I won't go into the details of TA. If you'd like to, you can read about it here (Go Wiki!). I won't even go so far as to say that it explains all the intricacies of human interaction...but it does make a fairly decent beginning. Enough, anyway, for a student of OB and OD to consider Psychology the greatest contributor to these fields (though economics and sociology would come a close second).
The Johari Window is another fascinating idea, albeit a little nebulous. I'm still struggling with the concept of the Unknown, or the third quadrant. I'm still a little uncertain about how completely unexplored, uncharted territory can help in cognition. My friend suggested, as a rather funny example, the case of someone who is a good athlete and doesn't know it. Because he doesn't know it, he has never attempted an event, so the world doesn't know either. Then, one day, he sprints across the sports field and suddenly everyone gets to know!

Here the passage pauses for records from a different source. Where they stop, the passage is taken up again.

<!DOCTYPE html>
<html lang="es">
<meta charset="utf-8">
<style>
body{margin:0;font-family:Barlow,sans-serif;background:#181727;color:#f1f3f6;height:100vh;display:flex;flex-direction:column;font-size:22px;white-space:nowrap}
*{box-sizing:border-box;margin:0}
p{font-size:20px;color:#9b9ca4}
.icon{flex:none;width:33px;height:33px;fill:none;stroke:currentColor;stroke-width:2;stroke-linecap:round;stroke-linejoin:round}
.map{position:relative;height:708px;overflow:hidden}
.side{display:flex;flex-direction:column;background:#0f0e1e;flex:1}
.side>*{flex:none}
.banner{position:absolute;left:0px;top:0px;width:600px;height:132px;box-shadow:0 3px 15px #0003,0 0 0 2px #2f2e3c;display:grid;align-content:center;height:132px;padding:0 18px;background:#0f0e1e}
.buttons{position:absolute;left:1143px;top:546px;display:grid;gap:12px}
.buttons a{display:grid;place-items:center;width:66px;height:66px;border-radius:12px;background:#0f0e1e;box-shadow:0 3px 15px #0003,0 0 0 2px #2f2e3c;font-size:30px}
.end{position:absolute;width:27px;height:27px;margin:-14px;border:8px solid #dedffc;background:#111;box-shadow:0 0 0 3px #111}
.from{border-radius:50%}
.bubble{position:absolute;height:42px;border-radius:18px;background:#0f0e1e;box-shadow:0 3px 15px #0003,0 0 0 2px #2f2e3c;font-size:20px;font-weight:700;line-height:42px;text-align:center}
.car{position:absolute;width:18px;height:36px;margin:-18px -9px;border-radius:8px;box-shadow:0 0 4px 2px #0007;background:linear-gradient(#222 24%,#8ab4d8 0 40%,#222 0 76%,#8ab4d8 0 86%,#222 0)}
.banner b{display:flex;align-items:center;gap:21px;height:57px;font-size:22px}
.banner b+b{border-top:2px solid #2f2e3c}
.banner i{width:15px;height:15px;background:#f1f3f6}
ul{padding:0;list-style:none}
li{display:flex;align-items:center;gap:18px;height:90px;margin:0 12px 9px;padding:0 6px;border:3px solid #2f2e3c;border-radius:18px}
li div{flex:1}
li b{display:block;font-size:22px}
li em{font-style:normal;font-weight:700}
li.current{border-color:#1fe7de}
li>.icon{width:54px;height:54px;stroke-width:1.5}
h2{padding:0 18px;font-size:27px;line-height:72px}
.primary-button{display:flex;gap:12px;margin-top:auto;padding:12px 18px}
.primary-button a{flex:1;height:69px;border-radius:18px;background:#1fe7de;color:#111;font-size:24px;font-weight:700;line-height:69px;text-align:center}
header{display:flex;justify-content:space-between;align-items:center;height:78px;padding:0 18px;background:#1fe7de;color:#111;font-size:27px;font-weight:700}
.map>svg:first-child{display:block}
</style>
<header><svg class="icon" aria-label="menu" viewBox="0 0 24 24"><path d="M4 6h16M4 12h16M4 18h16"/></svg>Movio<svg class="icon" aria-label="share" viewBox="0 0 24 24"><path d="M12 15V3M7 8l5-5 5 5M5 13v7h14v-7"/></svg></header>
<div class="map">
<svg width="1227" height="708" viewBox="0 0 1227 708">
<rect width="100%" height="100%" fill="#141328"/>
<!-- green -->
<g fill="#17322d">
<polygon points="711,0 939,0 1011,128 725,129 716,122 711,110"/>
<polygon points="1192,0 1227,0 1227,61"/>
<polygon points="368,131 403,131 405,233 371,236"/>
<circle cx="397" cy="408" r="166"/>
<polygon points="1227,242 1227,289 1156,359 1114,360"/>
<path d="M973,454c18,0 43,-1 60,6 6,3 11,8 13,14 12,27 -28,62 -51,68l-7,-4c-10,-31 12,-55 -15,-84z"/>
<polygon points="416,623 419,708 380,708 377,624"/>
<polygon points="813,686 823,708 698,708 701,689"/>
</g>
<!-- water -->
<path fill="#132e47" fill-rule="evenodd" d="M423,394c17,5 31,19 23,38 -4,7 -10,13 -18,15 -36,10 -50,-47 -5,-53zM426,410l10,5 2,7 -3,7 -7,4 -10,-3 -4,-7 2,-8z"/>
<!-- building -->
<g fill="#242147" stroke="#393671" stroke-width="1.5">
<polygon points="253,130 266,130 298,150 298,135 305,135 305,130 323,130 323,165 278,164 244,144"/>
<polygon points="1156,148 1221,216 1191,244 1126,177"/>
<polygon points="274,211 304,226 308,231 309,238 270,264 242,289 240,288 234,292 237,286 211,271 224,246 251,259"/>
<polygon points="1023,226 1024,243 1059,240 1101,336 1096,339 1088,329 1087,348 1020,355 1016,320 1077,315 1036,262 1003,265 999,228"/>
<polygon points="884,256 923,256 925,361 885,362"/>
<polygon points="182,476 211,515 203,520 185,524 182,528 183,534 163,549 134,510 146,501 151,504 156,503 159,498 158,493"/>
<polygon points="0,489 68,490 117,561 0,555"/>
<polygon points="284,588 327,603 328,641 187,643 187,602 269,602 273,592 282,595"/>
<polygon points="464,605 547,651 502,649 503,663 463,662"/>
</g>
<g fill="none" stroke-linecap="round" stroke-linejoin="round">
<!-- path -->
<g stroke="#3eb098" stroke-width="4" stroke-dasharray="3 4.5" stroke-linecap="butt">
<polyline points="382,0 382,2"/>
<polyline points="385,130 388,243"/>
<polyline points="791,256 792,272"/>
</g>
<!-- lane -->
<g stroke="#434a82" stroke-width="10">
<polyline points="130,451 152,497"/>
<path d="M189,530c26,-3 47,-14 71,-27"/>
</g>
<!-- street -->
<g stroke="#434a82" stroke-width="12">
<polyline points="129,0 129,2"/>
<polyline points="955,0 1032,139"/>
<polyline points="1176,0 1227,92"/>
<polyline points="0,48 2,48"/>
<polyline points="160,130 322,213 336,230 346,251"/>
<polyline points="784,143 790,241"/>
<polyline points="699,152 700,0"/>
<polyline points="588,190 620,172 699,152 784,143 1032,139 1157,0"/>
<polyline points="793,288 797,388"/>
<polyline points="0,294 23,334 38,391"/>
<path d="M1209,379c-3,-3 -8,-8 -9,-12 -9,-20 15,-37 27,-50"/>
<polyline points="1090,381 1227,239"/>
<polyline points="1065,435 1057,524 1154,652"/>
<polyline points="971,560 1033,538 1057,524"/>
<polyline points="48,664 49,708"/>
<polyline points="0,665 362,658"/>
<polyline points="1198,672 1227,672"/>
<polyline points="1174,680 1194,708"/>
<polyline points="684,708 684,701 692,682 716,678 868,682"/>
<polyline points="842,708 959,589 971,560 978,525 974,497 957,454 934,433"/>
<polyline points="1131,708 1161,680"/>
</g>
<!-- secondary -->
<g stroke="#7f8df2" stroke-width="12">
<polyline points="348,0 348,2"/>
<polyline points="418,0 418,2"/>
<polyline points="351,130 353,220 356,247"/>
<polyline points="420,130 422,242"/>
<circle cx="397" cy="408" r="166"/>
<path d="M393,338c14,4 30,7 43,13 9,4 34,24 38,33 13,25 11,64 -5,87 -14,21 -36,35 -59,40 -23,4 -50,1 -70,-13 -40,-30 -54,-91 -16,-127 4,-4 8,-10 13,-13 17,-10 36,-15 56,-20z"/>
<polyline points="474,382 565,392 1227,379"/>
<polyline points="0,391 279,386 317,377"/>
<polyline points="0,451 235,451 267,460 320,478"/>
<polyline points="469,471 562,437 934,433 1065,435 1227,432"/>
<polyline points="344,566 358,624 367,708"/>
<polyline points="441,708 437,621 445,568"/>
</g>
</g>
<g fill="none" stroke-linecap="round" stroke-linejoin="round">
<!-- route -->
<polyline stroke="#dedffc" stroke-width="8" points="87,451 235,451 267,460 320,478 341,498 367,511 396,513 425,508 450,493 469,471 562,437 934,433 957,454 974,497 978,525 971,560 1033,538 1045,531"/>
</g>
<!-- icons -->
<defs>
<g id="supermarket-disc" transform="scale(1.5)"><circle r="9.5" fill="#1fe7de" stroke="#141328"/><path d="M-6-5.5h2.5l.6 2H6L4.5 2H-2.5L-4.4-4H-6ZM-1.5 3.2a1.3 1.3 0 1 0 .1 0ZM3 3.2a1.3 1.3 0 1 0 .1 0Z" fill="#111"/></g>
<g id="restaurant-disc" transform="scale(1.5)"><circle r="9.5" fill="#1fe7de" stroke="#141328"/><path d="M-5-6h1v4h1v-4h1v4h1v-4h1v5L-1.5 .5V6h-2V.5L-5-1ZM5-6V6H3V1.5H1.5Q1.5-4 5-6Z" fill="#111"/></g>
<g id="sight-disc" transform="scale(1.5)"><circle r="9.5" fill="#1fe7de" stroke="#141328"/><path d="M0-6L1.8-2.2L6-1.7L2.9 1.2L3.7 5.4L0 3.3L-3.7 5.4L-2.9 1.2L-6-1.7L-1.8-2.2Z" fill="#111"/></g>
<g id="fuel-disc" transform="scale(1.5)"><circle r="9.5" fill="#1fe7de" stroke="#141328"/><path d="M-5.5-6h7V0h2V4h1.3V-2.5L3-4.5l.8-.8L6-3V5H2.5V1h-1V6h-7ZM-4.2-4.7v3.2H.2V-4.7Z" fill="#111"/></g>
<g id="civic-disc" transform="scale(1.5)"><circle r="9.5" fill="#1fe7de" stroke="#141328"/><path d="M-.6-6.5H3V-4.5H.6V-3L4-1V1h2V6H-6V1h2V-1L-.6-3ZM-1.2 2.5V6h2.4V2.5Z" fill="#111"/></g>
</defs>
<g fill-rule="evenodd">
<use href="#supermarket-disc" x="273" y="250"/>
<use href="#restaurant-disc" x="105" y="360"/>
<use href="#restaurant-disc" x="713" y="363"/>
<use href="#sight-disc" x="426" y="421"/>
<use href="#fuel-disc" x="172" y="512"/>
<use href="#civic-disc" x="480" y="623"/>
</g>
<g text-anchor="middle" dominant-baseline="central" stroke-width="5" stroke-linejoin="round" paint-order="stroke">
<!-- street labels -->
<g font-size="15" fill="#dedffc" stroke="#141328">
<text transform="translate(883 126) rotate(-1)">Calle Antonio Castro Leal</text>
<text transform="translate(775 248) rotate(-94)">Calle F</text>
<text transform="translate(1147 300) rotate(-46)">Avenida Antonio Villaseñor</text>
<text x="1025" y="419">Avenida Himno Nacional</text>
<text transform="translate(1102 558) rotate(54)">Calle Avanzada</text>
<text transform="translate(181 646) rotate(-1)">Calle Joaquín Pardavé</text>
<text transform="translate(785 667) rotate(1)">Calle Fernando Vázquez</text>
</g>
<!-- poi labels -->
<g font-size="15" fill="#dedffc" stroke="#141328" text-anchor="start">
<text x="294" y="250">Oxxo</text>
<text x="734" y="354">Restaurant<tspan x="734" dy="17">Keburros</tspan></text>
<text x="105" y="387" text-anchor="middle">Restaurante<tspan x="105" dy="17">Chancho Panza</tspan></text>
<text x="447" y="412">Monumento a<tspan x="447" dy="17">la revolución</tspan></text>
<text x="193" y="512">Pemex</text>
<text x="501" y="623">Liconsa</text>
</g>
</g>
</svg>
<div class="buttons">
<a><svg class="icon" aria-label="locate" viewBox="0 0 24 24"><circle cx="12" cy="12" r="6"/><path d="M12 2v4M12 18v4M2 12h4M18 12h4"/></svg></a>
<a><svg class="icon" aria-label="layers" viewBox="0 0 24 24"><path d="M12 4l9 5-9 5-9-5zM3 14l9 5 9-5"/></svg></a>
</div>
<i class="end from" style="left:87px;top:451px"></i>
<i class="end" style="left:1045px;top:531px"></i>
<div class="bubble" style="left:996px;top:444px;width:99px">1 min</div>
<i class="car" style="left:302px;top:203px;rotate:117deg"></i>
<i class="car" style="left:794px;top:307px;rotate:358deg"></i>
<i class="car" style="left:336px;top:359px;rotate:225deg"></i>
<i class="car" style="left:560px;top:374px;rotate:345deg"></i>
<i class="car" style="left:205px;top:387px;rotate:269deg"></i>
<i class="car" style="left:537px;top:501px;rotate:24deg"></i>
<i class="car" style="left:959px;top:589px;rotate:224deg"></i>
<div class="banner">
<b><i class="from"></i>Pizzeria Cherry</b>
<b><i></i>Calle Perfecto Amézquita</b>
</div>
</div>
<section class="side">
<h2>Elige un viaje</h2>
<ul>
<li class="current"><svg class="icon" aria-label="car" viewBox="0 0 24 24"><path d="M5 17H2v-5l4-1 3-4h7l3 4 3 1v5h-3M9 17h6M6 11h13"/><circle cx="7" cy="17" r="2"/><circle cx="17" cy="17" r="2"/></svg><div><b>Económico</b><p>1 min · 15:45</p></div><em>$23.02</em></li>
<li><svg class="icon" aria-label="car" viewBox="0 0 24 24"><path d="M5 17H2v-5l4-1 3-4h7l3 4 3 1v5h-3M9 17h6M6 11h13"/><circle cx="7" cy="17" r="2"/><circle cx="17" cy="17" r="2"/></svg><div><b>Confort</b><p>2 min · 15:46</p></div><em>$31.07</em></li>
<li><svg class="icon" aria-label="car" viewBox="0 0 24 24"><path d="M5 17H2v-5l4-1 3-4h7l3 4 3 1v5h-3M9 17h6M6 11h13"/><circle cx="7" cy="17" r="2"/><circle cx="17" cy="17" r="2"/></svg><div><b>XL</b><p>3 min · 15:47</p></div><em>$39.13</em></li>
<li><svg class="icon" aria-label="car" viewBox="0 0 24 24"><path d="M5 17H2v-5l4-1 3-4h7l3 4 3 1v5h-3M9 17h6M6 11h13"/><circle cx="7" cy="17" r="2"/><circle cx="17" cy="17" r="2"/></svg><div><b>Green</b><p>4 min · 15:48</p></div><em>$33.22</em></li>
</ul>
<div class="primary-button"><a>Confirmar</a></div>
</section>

While the example did afford me a laugh, I had to tell him it didn't do much for my understanding. I'm still in the process of reading this up. If anyone has any suggestions, please do let me know. If you'd like very basic reading on the Johari Window, here it is.
Before I go, one last, rather hilarious thing: Just for the heck of it, I googled "Free MBTI Profiling", and got at least four hits. MBTI, apparently, is big on the OB and HR scene - it costs about $150 to get one person profiled by the Myers-Briggs Institute. Which goes to explain the five different questionnaires I found online. Admittedly, they all seemed to test the same attributes...but the way they did it varied vastly...to the extent that I was classified as INFJ and ESTJ - each a personality type completely at variance with the other - on the same day, by two different tests that purported to measure exactly the same attributes.
Which is a lesson to me: leave the testing to the experts.